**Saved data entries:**
******

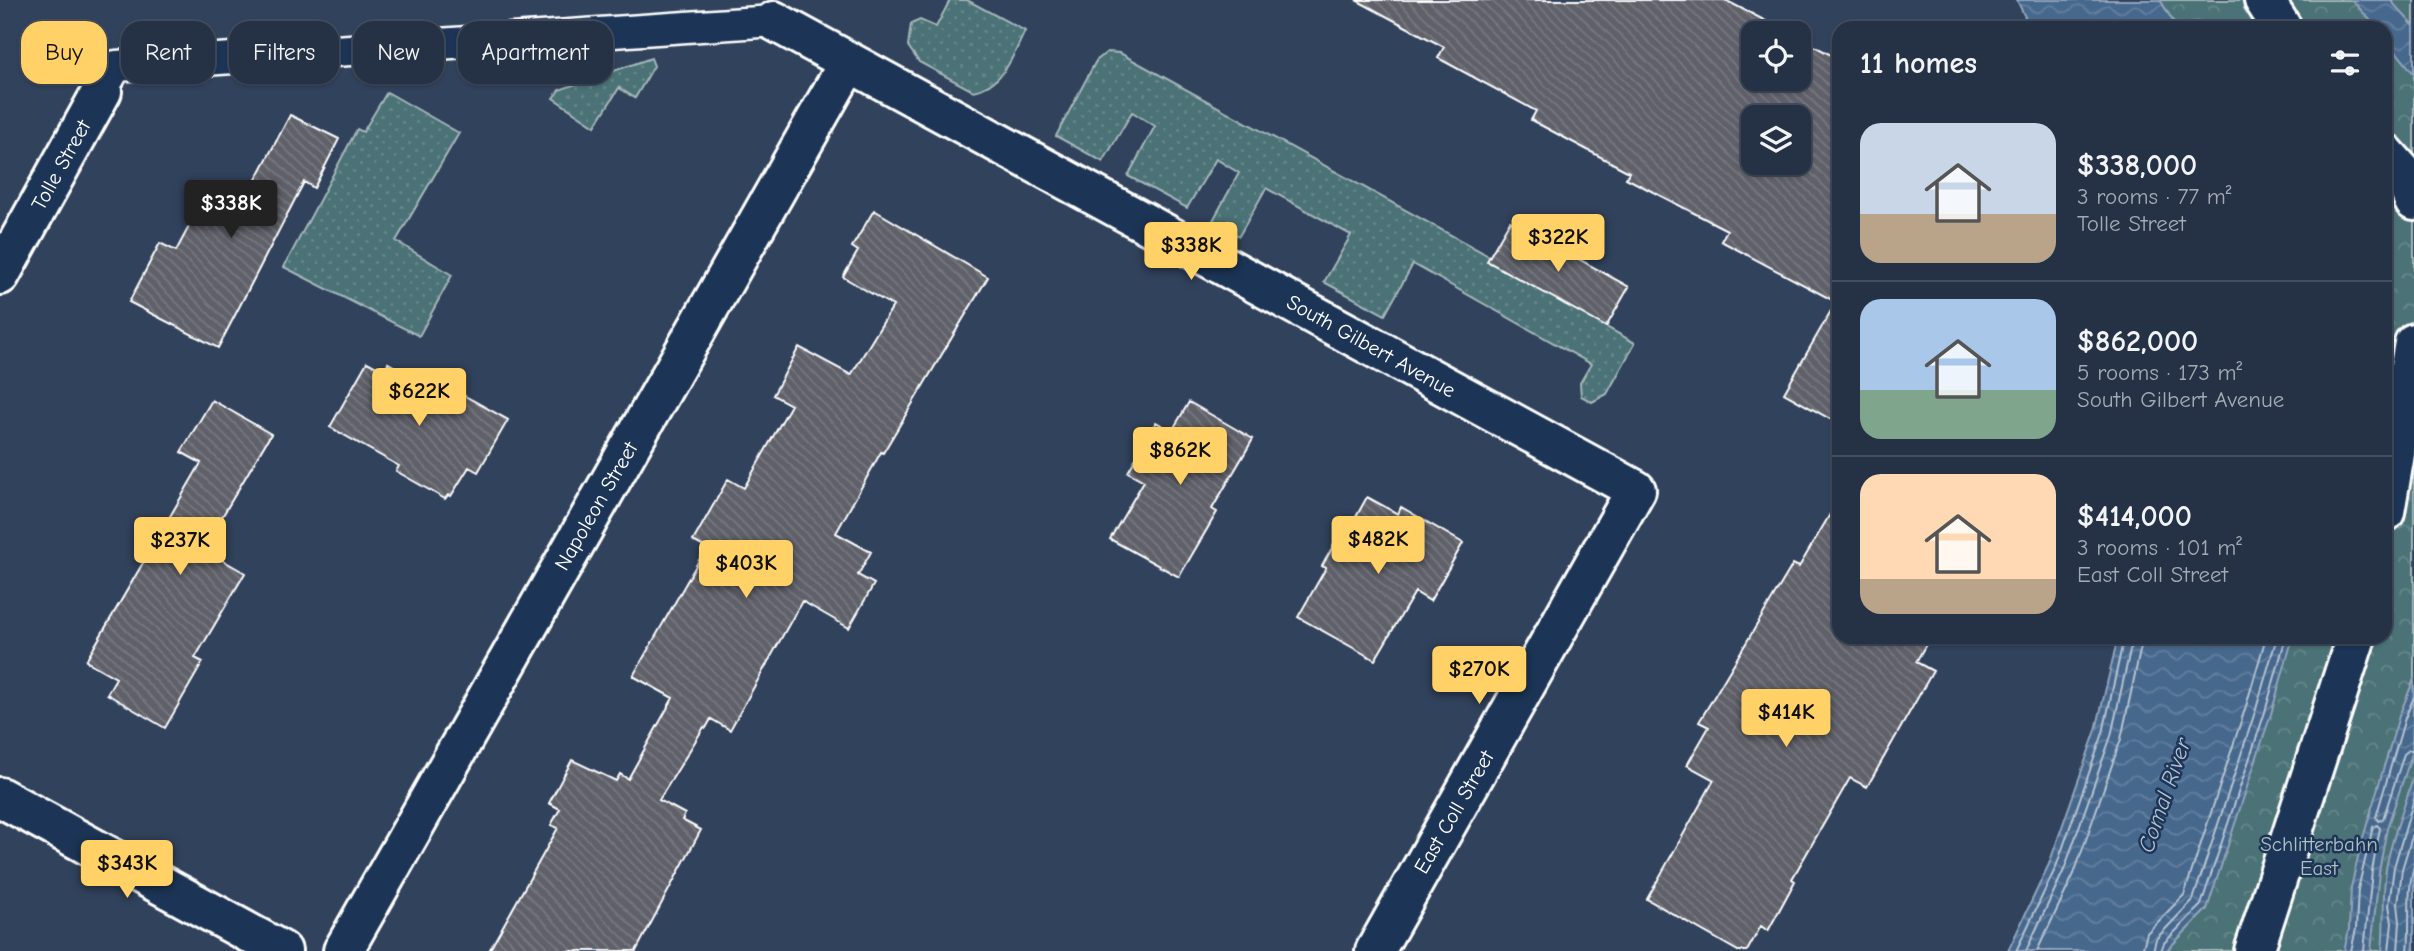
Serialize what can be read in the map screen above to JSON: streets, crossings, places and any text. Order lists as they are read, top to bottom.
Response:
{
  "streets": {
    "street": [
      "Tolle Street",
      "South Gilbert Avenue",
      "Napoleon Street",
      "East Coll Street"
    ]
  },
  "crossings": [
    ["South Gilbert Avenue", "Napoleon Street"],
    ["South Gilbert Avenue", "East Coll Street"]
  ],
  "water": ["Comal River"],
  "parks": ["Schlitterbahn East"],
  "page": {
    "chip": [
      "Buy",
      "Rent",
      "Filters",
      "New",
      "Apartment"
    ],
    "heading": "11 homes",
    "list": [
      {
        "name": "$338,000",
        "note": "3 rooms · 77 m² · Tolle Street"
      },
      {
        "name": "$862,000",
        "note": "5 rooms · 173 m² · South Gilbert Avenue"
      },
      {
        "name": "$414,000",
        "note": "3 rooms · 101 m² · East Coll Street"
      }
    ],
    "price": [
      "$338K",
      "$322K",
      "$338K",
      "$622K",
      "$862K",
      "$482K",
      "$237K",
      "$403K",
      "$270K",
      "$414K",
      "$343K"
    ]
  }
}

******

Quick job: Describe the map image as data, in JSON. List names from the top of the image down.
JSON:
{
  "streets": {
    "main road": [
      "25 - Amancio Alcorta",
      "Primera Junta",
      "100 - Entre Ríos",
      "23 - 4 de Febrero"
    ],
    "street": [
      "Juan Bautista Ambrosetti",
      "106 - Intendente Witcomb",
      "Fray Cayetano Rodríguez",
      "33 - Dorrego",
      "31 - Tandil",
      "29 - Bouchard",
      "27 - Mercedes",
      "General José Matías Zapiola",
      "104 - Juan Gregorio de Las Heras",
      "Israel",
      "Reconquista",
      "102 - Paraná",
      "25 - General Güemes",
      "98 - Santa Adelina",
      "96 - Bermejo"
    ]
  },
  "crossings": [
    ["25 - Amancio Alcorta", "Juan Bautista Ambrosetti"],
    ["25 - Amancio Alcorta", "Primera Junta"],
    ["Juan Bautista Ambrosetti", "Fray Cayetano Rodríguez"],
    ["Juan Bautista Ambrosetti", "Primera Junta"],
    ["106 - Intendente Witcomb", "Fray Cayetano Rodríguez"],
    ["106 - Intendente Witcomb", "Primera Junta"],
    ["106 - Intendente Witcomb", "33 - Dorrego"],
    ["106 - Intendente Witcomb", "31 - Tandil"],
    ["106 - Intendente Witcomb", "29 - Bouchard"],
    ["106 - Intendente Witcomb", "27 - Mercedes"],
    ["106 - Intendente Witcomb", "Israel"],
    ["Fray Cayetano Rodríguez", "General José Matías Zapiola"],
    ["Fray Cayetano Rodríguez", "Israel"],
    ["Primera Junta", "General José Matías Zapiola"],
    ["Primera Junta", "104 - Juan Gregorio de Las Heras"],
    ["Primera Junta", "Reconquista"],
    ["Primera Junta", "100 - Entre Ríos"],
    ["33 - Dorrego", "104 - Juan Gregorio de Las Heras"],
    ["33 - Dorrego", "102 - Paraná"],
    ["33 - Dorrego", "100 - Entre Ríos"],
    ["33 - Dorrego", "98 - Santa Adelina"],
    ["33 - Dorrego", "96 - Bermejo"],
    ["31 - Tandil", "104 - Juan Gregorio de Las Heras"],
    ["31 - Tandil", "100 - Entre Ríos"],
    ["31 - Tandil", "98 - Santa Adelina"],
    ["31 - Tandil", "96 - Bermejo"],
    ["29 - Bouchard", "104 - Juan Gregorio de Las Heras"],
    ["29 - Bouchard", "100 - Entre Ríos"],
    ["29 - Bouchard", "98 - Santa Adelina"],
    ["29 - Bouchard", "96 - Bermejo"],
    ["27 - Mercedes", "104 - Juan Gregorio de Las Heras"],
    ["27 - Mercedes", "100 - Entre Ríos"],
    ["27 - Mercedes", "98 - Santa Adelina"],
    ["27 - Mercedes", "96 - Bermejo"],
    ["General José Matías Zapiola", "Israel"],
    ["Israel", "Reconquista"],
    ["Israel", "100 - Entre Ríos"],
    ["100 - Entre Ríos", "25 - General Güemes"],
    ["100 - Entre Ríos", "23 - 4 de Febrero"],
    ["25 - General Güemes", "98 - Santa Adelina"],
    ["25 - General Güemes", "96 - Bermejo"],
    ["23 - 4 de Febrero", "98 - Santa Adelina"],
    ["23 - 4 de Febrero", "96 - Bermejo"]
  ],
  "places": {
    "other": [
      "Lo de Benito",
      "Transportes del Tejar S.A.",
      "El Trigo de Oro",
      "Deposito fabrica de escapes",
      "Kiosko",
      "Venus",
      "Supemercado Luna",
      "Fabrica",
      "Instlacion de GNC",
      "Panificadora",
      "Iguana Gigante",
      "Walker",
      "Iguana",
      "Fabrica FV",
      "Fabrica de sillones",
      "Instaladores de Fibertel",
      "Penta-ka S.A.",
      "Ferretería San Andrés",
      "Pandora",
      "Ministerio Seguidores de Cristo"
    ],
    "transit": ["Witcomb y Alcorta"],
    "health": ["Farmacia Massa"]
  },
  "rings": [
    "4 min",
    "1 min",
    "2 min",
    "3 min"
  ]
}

******

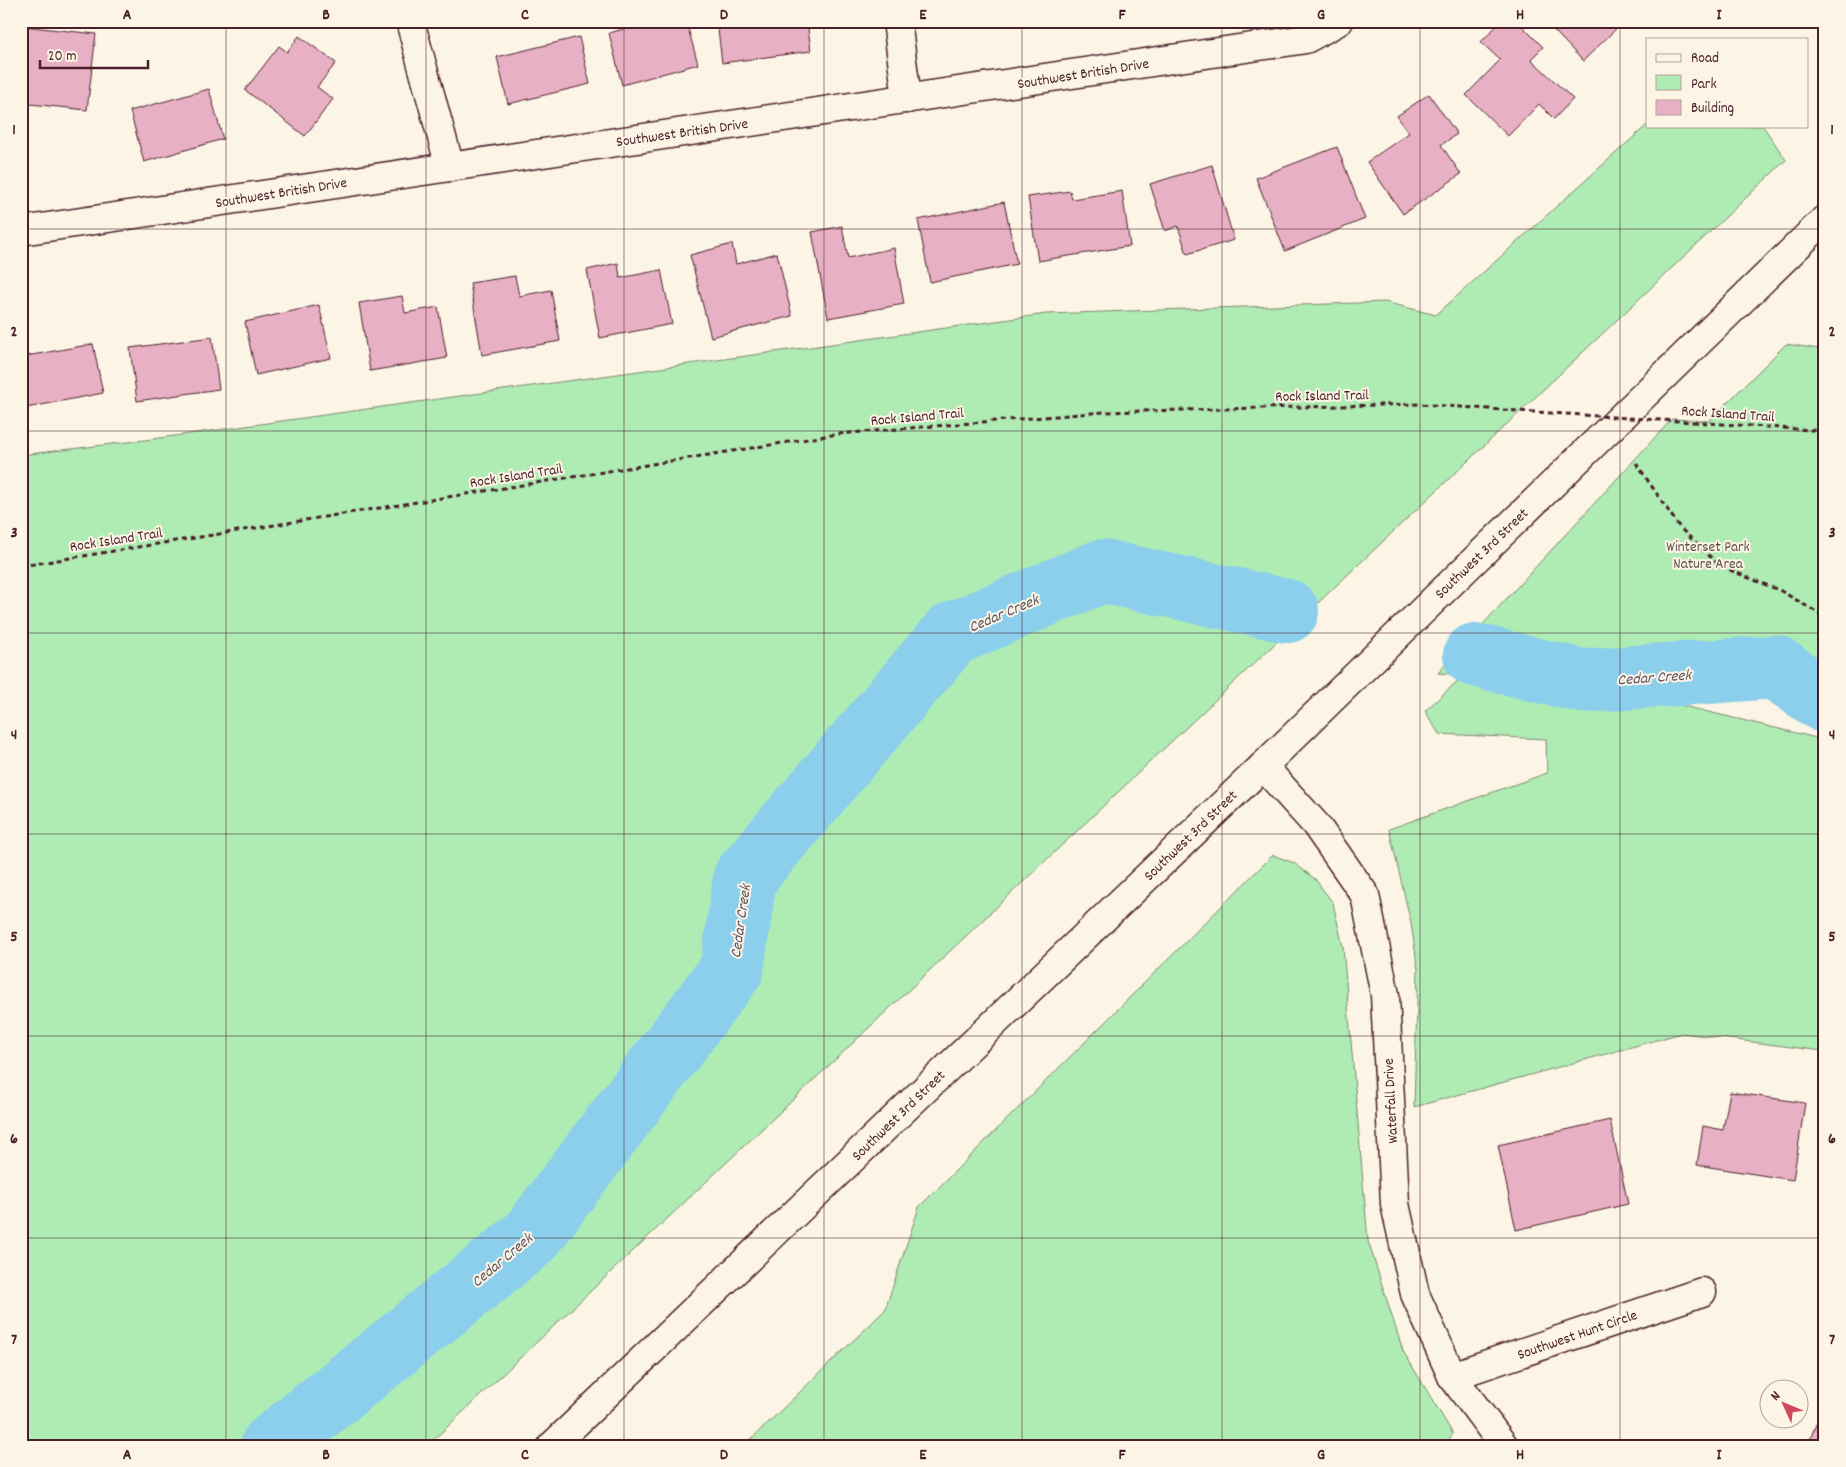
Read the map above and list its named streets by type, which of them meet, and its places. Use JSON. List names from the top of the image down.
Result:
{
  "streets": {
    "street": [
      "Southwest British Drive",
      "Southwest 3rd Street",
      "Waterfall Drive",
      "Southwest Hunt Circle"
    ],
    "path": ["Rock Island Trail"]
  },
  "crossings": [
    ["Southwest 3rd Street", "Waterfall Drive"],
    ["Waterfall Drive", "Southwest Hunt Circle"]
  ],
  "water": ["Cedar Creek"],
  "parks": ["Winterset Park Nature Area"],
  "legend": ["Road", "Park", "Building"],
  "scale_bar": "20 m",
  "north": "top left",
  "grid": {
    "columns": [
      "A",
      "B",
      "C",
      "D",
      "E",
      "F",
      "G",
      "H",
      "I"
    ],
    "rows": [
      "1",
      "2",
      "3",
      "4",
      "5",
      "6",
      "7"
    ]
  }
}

******

**What this task involves:** Read through the entries, then copy every line where the string "from" is found.

**Response area:**
Quick job: Describe the map image as data, in JSON. List names from the top of the image down.
Read the map above and list its named streets by type, which of them meet, and its places. Use JSON. List names from the top of the image down.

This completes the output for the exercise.